== TASK DATA
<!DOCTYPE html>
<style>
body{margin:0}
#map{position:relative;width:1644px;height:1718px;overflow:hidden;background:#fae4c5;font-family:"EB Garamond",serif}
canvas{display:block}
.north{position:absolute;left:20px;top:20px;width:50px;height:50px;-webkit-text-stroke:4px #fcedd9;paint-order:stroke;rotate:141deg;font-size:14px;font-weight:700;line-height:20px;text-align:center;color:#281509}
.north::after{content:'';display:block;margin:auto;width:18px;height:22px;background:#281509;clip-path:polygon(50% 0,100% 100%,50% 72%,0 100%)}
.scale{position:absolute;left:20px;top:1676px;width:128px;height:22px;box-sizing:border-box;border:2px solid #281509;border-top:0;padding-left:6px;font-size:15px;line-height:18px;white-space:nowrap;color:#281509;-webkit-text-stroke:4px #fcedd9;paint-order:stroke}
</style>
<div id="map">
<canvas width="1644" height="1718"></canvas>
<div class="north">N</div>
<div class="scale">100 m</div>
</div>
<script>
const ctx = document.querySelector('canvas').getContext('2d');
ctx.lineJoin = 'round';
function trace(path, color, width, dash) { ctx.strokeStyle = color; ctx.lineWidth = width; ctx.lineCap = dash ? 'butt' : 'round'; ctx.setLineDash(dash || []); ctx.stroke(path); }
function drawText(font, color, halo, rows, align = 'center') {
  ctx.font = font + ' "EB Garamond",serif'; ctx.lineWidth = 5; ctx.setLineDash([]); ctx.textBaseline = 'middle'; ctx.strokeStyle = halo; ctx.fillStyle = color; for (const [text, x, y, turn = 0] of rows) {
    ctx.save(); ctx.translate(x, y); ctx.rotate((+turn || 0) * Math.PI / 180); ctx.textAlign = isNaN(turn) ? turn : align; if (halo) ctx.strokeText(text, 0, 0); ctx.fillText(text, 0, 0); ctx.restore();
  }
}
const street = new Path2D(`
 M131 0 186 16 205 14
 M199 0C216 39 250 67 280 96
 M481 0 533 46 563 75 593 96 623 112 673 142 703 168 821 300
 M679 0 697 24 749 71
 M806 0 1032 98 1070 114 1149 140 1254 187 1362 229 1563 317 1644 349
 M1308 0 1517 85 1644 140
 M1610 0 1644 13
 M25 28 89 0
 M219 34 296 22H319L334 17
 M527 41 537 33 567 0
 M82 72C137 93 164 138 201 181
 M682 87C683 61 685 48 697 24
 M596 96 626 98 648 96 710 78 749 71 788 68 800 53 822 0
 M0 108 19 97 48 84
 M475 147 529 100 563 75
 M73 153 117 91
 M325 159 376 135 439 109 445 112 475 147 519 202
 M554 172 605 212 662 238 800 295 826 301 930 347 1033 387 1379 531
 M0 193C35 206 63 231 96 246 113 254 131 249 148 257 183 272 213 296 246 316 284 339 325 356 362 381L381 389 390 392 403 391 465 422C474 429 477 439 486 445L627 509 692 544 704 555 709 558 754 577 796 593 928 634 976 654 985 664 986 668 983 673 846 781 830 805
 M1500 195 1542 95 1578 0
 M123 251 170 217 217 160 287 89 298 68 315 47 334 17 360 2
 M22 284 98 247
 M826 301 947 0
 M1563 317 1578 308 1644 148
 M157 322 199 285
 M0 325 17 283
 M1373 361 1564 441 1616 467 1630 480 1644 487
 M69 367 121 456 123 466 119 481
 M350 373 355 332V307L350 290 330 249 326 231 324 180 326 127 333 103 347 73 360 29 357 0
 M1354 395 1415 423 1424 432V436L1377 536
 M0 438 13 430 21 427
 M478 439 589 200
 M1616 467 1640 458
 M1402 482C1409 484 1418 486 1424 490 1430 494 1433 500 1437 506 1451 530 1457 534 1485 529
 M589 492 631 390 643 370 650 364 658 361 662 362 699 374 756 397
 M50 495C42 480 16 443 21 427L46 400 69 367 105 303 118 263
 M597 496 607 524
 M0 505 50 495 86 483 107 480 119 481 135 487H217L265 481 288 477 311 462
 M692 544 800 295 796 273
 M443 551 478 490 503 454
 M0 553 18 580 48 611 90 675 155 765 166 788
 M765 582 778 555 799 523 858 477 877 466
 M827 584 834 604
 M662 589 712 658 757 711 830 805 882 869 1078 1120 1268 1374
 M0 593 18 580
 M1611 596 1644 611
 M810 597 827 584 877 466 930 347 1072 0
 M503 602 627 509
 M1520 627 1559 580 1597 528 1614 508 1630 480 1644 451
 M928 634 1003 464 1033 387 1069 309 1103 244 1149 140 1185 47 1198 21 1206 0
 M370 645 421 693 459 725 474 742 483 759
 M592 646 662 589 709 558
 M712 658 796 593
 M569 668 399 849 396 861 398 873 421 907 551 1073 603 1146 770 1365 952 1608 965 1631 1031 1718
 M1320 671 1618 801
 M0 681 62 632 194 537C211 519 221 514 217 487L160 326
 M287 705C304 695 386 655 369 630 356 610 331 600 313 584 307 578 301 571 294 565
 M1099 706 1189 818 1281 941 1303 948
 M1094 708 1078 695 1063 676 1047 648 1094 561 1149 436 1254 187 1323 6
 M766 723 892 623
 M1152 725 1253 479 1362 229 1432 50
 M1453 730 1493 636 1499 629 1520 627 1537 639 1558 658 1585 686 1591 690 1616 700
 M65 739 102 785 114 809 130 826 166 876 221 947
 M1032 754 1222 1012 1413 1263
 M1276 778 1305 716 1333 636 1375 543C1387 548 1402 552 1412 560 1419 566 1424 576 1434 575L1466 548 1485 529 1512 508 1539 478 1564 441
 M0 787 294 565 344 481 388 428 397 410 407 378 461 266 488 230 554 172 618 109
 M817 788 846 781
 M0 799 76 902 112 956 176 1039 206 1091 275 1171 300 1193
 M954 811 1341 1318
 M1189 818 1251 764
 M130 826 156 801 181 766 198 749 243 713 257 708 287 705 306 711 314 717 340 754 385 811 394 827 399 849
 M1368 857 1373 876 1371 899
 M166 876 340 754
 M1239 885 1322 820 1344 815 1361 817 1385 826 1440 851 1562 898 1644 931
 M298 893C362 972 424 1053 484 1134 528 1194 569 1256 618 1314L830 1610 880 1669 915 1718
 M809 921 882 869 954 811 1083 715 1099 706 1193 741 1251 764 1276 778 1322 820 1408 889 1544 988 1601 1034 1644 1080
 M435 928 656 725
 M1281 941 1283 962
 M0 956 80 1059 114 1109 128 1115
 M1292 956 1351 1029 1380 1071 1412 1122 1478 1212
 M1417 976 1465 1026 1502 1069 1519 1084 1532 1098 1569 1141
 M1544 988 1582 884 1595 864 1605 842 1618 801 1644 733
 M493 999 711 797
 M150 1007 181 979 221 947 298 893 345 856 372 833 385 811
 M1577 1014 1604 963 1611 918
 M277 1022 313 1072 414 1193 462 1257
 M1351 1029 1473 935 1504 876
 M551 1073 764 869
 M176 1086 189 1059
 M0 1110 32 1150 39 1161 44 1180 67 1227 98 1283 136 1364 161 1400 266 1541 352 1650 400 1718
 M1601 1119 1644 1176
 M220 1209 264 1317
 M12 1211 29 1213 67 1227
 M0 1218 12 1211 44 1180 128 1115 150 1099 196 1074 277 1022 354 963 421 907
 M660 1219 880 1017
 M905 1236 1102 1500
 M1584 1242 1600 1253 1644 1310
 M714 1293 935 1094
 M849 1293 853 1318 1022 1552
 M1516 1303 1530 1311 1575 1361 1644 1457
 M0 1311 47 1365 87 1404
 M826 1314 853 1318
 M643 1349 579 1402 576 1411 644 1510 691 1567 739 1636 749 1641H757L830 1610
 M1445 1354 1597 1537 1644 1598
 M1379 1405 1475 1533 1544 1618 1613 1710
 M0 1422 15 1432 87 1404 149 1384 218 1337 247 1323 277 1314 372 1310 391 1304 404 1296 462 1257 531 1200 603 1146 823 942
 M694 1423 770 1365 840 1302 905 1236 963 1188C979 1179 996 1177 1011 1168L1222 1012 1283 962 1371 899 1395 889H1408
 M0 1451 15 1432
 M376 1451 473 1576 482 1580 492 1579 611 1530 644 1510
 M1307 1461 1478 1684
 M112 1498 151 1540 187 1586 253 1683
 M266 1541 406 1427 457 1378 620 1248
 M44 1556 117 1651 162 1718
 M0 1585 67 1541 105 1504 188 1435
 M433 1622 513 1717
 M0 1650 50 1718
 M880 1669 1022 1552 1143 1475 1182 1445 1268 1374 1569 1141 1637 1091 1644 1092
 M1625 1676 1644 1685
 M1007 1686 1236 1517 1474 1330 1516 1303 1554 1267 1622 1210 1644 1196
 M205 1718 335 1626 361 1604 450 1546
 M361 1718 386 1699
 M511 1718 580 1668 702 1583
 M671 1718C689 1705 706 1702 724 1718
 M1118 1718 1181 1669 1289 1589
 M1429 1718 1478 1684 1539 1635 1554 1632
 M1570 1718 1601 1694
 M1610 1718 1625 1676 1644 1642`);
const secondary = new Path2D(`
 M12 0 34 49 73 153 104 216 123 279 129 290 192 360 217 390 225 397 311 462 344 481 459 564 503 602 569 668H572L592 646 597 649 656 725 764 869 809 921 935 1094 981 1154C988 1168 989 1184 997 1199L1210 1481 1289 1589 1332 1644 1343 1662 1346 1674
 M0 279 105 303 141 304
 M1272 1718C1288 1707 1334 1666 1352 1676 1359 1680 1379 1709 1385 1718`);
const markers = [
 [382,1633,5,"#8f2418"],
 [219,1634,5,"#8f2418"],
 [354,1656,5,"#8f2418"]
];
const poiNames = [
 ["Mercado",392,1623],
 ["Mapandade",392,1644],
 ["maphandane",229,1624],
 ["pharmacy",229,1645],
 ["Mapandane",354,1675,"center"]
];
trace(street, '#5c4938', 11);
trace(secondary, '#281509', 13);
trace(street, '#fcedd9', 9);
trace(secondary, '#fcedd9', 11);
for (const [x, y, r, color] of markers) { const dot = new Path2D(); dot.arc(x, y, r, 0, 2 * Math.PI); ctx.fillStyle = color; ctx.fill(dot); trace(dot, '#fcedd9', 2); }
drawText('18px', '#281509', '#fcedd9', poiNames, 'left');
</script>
====
- _TASK DESCRIPTION_
From the data above, say how many lines include "class", and write nothing but the number.

- _RESPONSE TO THE EXERCISE_
2